My writing can fall into a variety of categories: mystery, fantasy, horror, thriller, literary.  My stories tend to be tense, dark, sometimes sad, sometimes scary, but always with a strong element of hope.  I explore personality, culture, and relationships.  I deal primarily with tightly-defined groups of people in well-bounded local settings within a short, defined window of time.

While there’s nothing wrong with romance or with buddy relationships, I often like to create, test, and prove other kinds of relationships within my stories: friendships across gender lines, found families, functional tolerance in the workplace.
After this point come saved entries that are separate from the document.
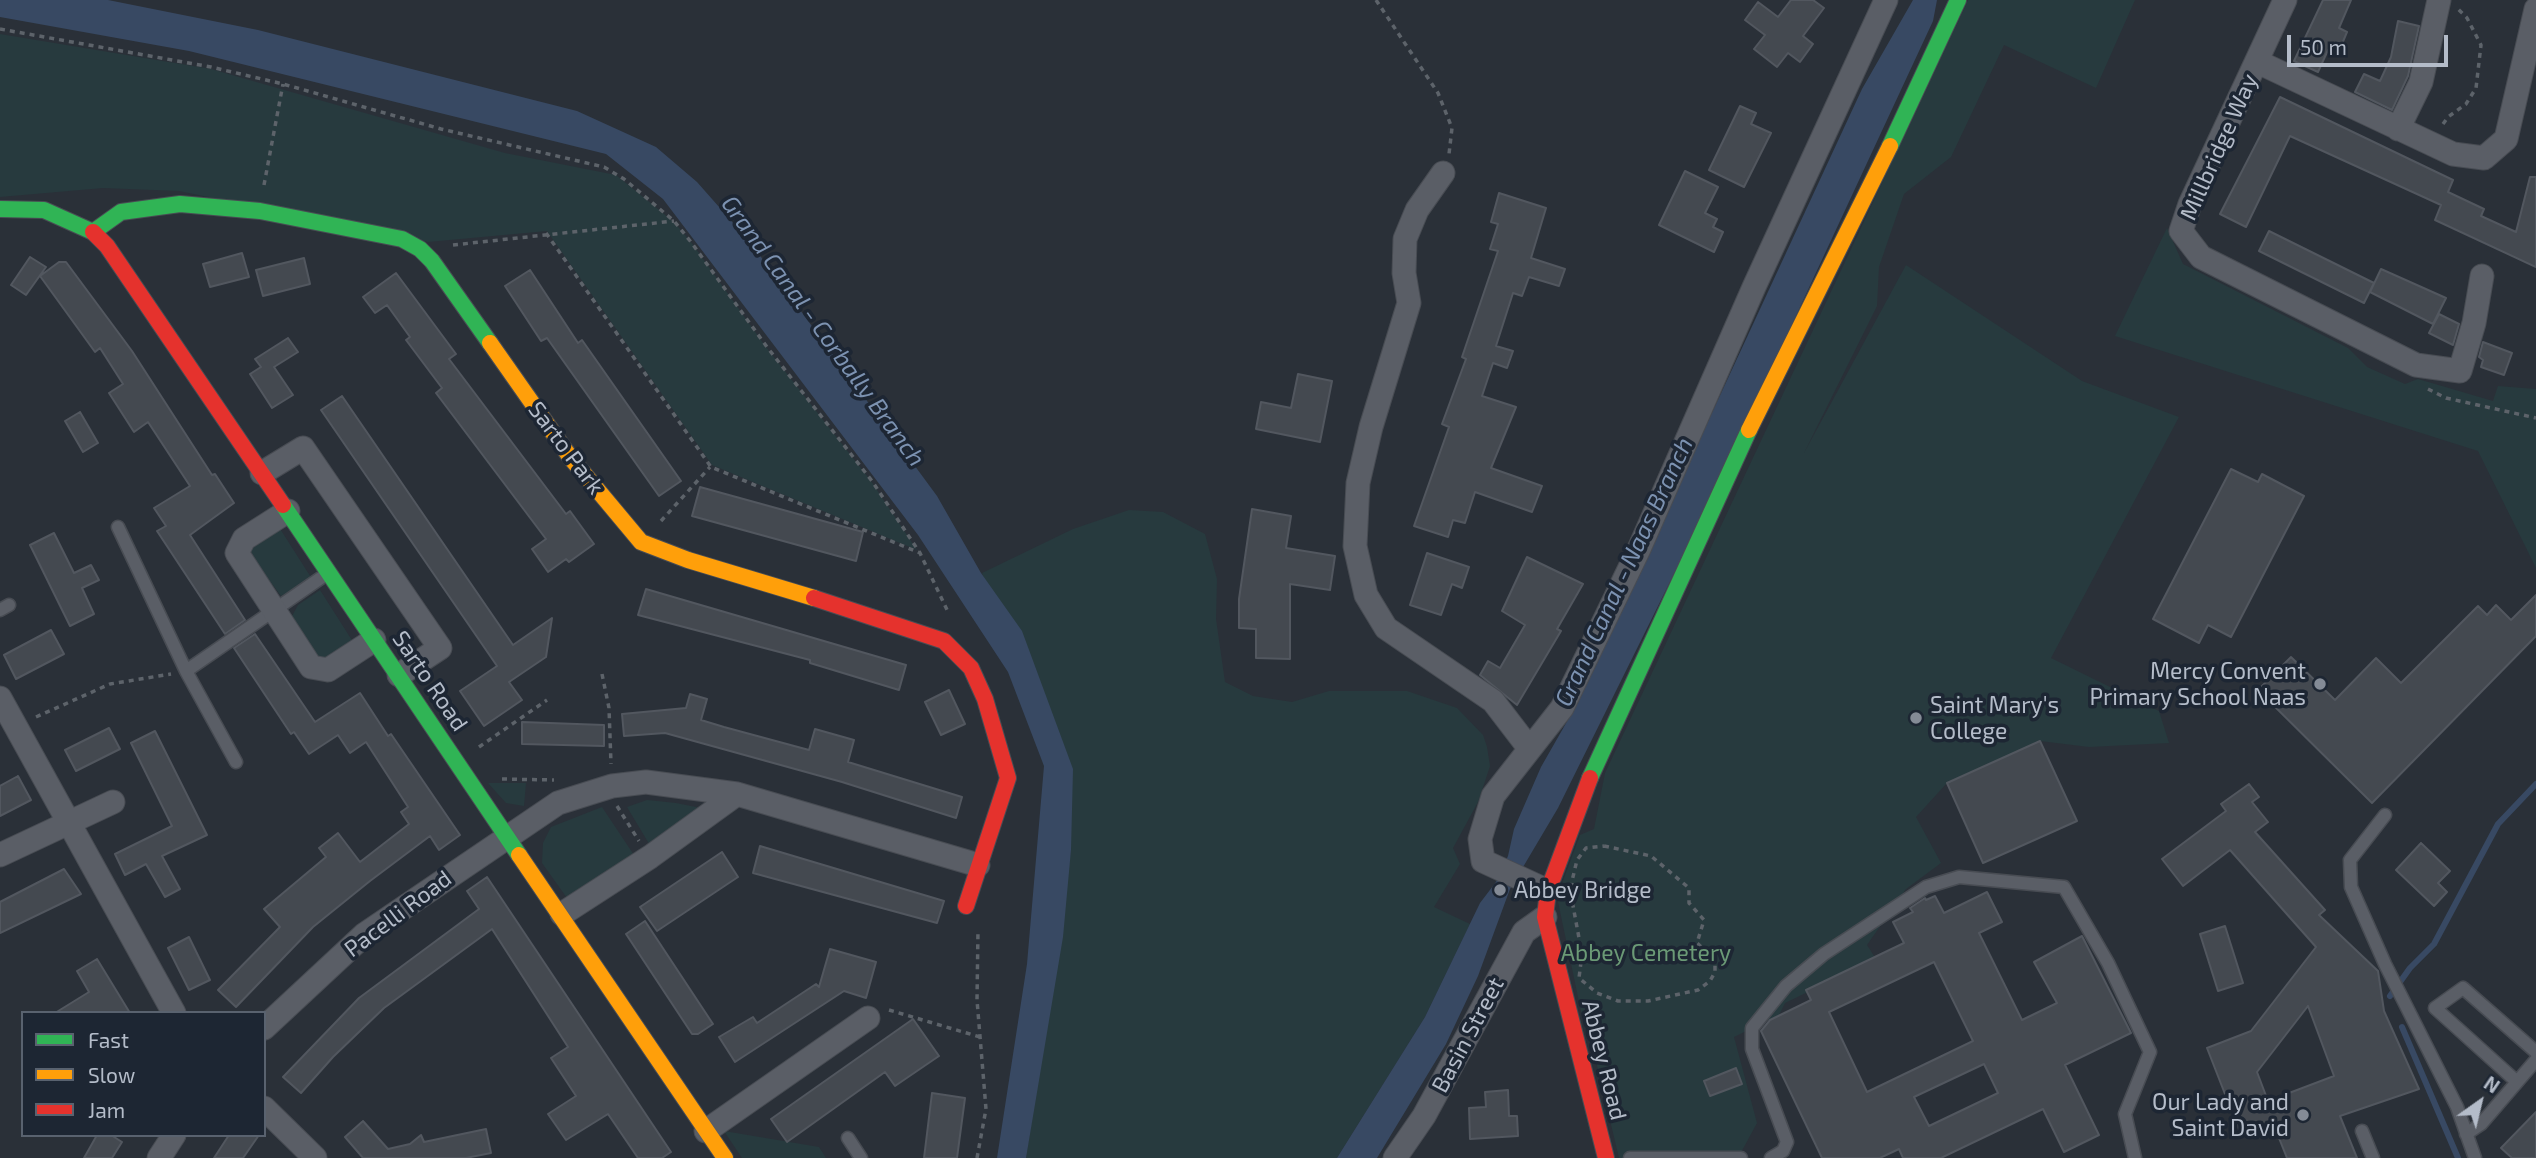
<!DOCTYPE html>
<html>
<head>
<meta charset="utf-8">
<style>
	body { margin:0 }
	#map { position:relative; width:2536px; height:1158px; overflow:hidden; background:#2a3038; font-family:"Exo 2",sans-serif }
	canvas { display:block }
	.legend { position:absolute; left:21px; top:1011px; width:245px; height:126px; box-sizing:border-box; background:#1d2633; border:2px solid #59626f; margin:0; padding:9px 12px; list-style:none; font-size:21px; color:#b4bcc9 }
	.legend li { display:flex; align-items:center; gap:14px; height:35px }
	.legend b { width:35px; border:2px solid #59626f }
	.north { position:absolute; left:2445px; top:1067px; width:70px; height:70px; -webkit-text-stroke:5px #1d2633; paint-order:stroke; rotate:34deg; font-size:19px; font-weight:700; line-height:28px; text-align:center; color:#b4bcc9 }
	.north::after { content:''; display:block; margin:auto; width:24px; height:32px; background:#b4bcc9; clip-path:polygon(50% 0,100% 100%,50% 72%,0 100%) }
	.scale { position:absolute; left:2287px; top:35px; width:161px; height:32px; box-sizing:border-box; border:4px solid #b4bcc9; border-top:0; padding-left:9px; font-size:21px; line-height:24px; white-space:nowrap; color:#b4bcc9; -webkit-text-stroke:5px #1d2633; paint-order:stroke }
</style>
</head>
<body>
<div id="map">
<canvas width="2536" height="1158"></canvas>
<ul class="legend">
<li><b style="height:9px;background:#30b455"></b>Fast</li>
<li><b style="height:9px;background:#ff9f0a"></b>Slow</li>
<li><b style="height:9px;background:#e5322d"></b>Jam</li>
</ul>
<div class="north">N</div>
<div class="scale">50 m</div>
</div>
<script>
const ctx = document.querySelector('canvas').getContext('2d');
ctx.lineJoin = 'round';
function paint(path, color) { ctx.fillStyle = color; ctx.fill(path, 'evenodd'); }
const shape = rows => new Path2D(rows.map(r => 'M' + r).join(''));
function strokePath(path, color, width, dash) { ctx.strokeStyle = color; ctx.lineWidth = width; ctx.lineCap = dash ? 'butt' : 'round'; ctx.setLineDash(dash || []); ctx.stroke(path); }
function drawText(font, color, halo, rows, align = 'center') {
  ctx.font = font + ' "Exo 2",sans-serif'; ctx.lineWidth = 7; ctx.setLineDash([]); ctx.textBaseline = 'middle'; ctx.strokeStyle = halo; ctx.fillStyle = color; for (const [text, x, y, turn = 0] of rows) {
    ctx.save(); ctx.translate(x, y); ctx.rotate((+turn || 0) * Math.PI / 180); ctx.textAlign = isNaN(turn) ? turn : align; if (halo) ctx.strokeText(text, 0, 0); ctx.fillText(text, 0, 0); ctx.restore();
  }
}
paint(shape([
	[1968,0,2135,0,2096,88,2004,45,1951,157,1904,194,1879,267,1877,306,1804,453,1906,265,2082,381,2179,417,2051,658,2159,711,2169,743,2089,747,2040,741,1947,783,1916,817,1941,863,1906,889,1867,945,1876,959,1785,1003,1779,1015,1734,1037,1757,1123,1738,1158,1619,1158,1590,1036,1604,1029,1582,1016,1557,897,1580,835,1594,829,1605,773],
	[0,34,211,69,505,153,616,175,674,222,691,242,766,347,871,481,917,550,712,465,547,231,428,242,179,191,103,188,0,197],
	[2167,228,2183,264,2348,348,2367,367,2405,384,2418,379,2493,401,2498,386,2536,389,2536,568,2478,451,2115,336],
	[1129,510,1163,512,1205,534,1217,579,1216,619,1225,682,1253,696,1292,702,1329,691,1407,691,1457,708,1483,735,1487,747,1490,766,1478,802,1453,848,1460,864,1434,907,1470,924,1425,1017,1337,1158,1026,1158,1071,850,982,573,1073,529],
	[277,524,312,579,281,596,248,552,249,546],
	[320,590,355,645,331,661,320,660,291,618,298,605],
	[488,783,526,783,524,806,506,803],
	[647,800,676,803,701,808,651,847,627,807],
	[602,807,636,858,572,905,542,863,543,843,551,827],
	[724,1131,819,1147,826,1158,742,1158]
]), '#273a3e');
paint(shape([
	[0,0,108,0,258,30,577,111,656,147,697,182,750,242,937,496,981,573,1022,631,1073,769,1071,850,1063,937,1026,1158,997,1158,1027,964,1044,766,1008,672,918,535,663,199,606,154,189,51,0,17],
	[1913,0,1937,0,1933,21,1707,507,1558,808,1510,889,1478,976,1446,1044,1377,1158,1337,1158,1425,1017,1480,903,1496,882,1508,856,1514,829,1541,767,1577,704,1862,89]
]), '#384963');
strokePath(shape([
	[2390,996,2410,968,2434,944,2498,824,2536,784],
	[2402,1027,2458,1158]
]), '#384963', 6);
const building = shape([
	[1791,0,1813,0,1824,8,1803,36,1813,44,1800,62,1788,53,1777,67,1754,49,1765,35,1745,20,1758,2,1778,17,1791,0],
	[2323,0,2351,0,2339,28,2347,32,2342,44,2337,54,2328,50,2318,72,2294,61,2323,0],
	[2398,21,2419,26,2408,76,2392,110,2355,92,2364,74,2380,81,2391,57,2398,21],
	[2280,97,2453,180,2448,192,2484,209,2481,216,2516,232,2530,177,2536,177,2536,267,2435,220,2441,205,2290,136,2246,227,2220,214,2280,97],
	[1740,106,1756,113,1751,124,1771,133,1744,187,1709,170,1740,106],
	[1685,171,1718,187,1705,213,1717,219,1713,227,1723,232,1714,252,1659,225,1685,171],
	[1499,193,1546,208,1531,258,1565,269,1559,286,1529,277,1522,296,1513,293,1496,346,1513,351,1507,368,1493,363,1482,396,1516,407,1491,468,1542,486,1532,512,1475,492,1465,523,1453,520,1448,537,1414,526,1449,427,1442,424,1466,359,1462,357,1498,251,1490,249,1498,224,1491,222,1499,193],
	[2269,231,2374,283,2364,303,2259,251,2269,231],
	[242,253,249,277,210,287,203,264,242,253],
	[30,257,46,267,26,295,11,285,30,257],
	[304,258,310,284,263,296,256,270,304,258],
	[59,262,66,262,132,351,212,475,215,474,234,503,190,535,245,620,225,634,157,531,166,526,154,508,190,486,148,422,134,432,109,393,123,384,100,348,95,352,40,276,59,262],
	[2381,269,2446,298,2433,324,2370,292,2381,269],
	[530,270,578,343,582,340,681,481,659,496,547,338,541,341,505,286,530,270],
	[396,273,456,354,449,359,566,514,570,511,594,544,569,562,566,559,548,572,532,549,546,539,436,393,442,388,406,340,410,337,387,305,375,313,363,297,396,273],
	[2439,314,2459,324,2453,345,2429,333,2439,314],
	[288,338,298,352,274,367,293,395,272,408,250,374,261,367,255,359,288,338],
	[2483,342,2512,353,2504,375,2481,367,2483,360,2479,357,2483,342],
	[1298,374,1332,381,1320,442,1256,429,1261,402,1291,408,1298,374],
	[342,396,513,645,552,618,546,657,509,682,522,700,484,726,460,691,497,666,321,410,342,396],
	[80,412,98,443,83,452,65,421,80,412],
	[2231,469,2258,482,2262,474,2304,496,2231,637,2208,625,2199,643,2153,619,2231,469],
	[700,487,863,532,856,561,692,516,700,487],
	[1252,509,1291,516,1286,548,1335,556,1330,590,1290,584,1290,659,1256,658,1256,629,1239,628,1239,599,1252,509],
	[54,533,74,573,91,565,99,580,82,588,94,614,70,626,30,545,54,533],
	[1427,553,1469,567,1462,588,1452,584,1441,615,1410,605,1427,553],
	[1527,557,1583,584,1557,629,1561,631,1517,705,1480,675,1488,661,1500,668,1525,625,1502,611,1527,557],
	[646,589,906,665,899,690,810,663,810,660,638,615,646,589],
	[2536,595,2536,636,2372,803,2258,690,2291,657,2335,700,2376,658,2401,683,2478,606,2487,615,2496,605,2511,620,2536,595],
	[51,630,64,654,16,679,4,655,51,630],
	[255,634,315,722,360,693,388,736,391,734,460,835,439,850,430,836,370,881,313,927,236,1007,218,990,280,927,264,909,326,857,319,848,338,833,360,862,409,824,401,812,408,807,366,742,350,753,338,735,309,754,294,732,291,734,234,648,255,634],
	[949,690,965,724,941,735,925,702,949,690],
	[690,694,707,699,701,720,724,727,809,750,815,729,854,740,848,762,962,797,956,818,842,782,665,733,624,736,622,714,686,708,690,694],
	[522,722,604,725,604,746,522,744,522,722],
	[109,728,120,749,76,771,65,750,109,728],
	[155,731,207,835,162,856,180,889,165,897,146,864,125,875,115,854,172,826,131,743,155,731],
	[2040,741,2077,821,1983,863,1947,783,2040,741],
	[18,776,31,800,0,816,0,786,18,776],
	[2249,784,2259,797,2252,802,2268,822,2255,832,2325,910,2319,915,2378,971,2384,1011,2419,1089,2340,1116,2357,1158,2287,1158,2273,1123,2241,1135,2207,1048,2251,1031,2316,947,2230,850,2183,886,2162,859,2226,811,2221,804,2249,784],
	[2308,1006,2334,1076,2268,1101,2257,1072,2308,1006],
	[2421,843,2450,871,2438,883,2447,892,2434,906,2396,870,2421,843],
	[760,846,944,901,937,923,753,873,760,846],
	[722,852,738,877,657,931,640,907,722,852],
	[64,869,81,894,0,933,0,902,64,869],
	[487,877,671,1152,662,1158,638,1158,608,1114,566,1140,548,1114,576,1096,551,1058,568,1047,492,929,384,1008,333,1057,301,1093,283,1077,359,998,479,909,467,891,487,877],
	[1987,892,2002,922,1979,933,2022,1020,2057,1003,2034,962,2082,936,2131,1033,2065,1065,2099,1135,2064,1152,2043,1109,1941,1158,1903,1158,1899,1149,1880,1158,1822,1158,1761,1031,1770,1020,1811,1000,1806,990,1904,943,1893,922,1913,912,1910,908,1925,898,1926,900,1935,896,1944,913,1987,892],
	[1934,962,1973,1041,1867,1092,1829,1012,1934,962],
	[1984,1064,1998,1093,1929,1126,1914,1097,1984,1064],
	[645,921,713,1024,698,1034,692,1034,626,934,645,921],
	[2225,926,2243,983,2218,991,2200,934,2225,926],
	[189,937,210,980,189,990,168,948,189,937],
	[830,949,876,962,866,998,844,991,735,1062,719,1037,753,1017,757,1023,816,984,819,987,830,949],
	[97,959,130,1013,55,1013,89,992,77,971,97,959],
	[913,1019,939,1056,895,1086,885,1072,787,1142,771,1119,913,1019],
	[1736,1068,1742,1084,1710,1096,1704,1081,1736,1068],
	[1508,1090,1509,1116,1517,1116,1518,1136,1470,1139,1469,1108,1486,1107,1485,1092,1508,1090],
	[932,1093,965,1098,957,1158,924,1158,932,1093],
	[2536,1112,2536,1158,2512,1158,2501,1148,2536,1112],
	[363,1121,388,1149,410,1144,421,1135,424,1142,486,1129,491,1153,466,1158,363,1158,345,1137,363,1121],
	[97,1135,111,1135,122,1142,112,1158,84,1158,97,1135],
	[229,1135,259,1135,243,1158,214,1158,229,1135]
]);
paint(building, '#444950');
strokePath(building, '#52575f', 2);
const lane = shape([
	[118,527,186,671,236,762],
	[0,610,9,605],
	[186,671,328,573],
	[2385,815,2350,860,2351,887,2385,964,2457,1107,2475,1158],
	[2516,1081,2435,1008,2463,988,2536,1052],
	[2362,1131,2373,1158],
	[2466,1134,2481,1124,2536,1060],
	[848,1138,861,1158],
	[1630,1158,1741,1158],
	[1771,1158,1783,1151,1787,1142,1752,1049,1752,1028,1786,986,1824,954,1926,887,1959,877,2064,887,2108,963,2150,1052,2125,1114,2135,1158]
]);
const street = shape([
	[2285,0,2190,204,2181,231,2201,257,2416,365,2460,371,2474,323,2482,276],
	[2258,62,2453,154,2484,158,2506,139,2536,9],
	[2398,129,2421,82,2439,0],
	[1443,173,1417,210,1405,239,1404,273,1409,303,1371,427,1358,483,1355,546,1366,595,1386,628,1493,701,1529,748],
	[262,473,303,448,440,648,399,675],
	[288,511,244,539,237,553,311,667,328,670,374,640],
	[0,698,174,1013],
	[0,855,113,802],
	[1548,891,1483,861,1480,839,1493,796,1562,708,1639,549,1754,287,1886,0],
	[562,914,650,857,737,794],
	[264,1028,365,934,558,803,612,786,646,782,737,794,978,865],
	[264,1108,315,1158],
	[706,1131,868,1018],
	[159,1158,174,1135],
	[1395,1158,1424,1116,1524,932,1545,917]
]);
const fast = shape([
	[1890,146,1958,0],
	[0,209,44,210,93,232,121,212,180,204,260,211,402,239,420,249,432,261,490,343],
	[283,505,519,855],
	[1590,778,1749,430]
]);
const slow = shape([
	[490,343,570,457,641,542,688,560,814,598],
	[1749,430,1890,146],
	[519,855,725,1158]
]);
const jam = shape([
	[93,232,107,246,283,505],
	[814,598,944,641,971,668,985,699,1008,778,966,906],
	[1590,778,1548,891,1545,917,1606,1158]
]);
strokePath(lane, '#484c53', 15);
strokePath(street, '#484c53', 25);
strokePath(fast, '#484c53', 18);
strokePath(slow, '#484c53', 18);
strokePath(jam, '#484c53', 18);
strokePath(shape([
	[1376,0,1438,93,1452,128,1449,154],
	[0,29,211,67,283,84,441,129,604,167,624,179,674,221,691,242,767,347,872,481,920,553,948,612],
	[2443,124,2448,117,2466,104,2476,88,2481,45,2467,18,2458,9],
	[264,185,283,84],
	[546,233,711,467,920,553],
	[453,245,674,221],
	[2428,389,2446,398,2536,418],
	[661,521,710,467],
	[602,674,609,708,611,764],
	[36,717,110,684,171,674],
	[479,747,547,700],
	[502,779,554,780],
	[617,806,639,841],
	[1604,846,1651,856,1689,888,1689,903,1704,920,1697,943,1715,960,1715,972,1710,981,1698,990,1648,1001,1618,1001,1597,993,1579,978,1582,954,1571,895,1572,881,1577,860,1586,848,1604,846],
	[889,1010,980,1037],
	[977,1158,986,1109,977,1000,978,930]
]), '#5d636a', 3.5, [5, 5]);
strokePath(lane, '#5a5e66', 12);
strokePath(street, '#5a5e66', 23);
strokePath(fast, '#30b455', 16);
strokePath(slow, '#ff9f0a', 16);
strokePath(jam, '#e5322d', 16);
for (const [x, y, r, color] of [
	[2320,684,7,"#848b96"],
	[1916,718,7,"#848b96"],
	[1500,890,7,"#848b96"],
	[2303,1115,7,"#848b96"]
]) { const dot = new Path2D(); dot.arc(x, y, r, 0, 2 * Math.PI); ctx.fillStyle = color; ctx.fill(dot); strokePath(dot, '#1d2633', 2.5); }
drawText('23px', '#b4bcc9', '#1d2633', [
	["Millbridge Way",2219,147,-66],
	["Sarto Park",566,448,53],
	["Sarto Road",430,681,56],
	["Pacelli Road",398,914,-37],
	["Basin Street",1468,1035,-62],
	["Abbey Road",1604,1060,76]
]);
drawText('23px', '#b4bcc9', '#1d2633', [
	["Mercy Convent",2306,671],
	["Primary School Naas",2306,697],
	["Saint Mary's",1930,705,"left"],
	["College",1930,731,"left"],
	["Abbey Bridge",1514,890,"left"],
	["Our Lady and",2289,1102],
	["Saint David",2289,1128]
], 'right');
drawText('23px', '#6b9a76', '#1d2633', [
	["Abbey Cemetery",1646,953]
]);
drawText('italic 24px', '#7c92b1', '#1d2633', [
	["Grand Canal - Corbally Branch",823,331,54],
	["Grand Canal - Naas Branch",1624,572,-65]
]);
</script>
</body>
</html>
Within my relationships, you’ll see a wide range of takes on empathy, mercy, forgiveness, remembrance, charity, anger, and jealousy.

How do I actually come up with ideas for my stories?

I often think about the late science fiction author A. C. Crispin‘s explanation that she starts with a what if. At the time, I was reading her Star Trek fiction and her example was something along the lines of, “What if Spock and McCoy were having breakfast and suddenly an illegal Klingon transmission suddenly came across the com system in the mess hall?” She would start with a scenario in the form of a question and the explore the possibilities.

That style of “improvisational creation through curiosity” is much what like I do, only I overcomplicate it because that’s my usual way of operating. I start with a question, but it’s usually a philosophical or psychological question that I’m curious about. I then devise a scenario that could be used to test that question. After that, I think of some interesting characters to throw into the test together. And then finally, I develop the setting in which the test takes place and “dress up” the characters in some appropriate way.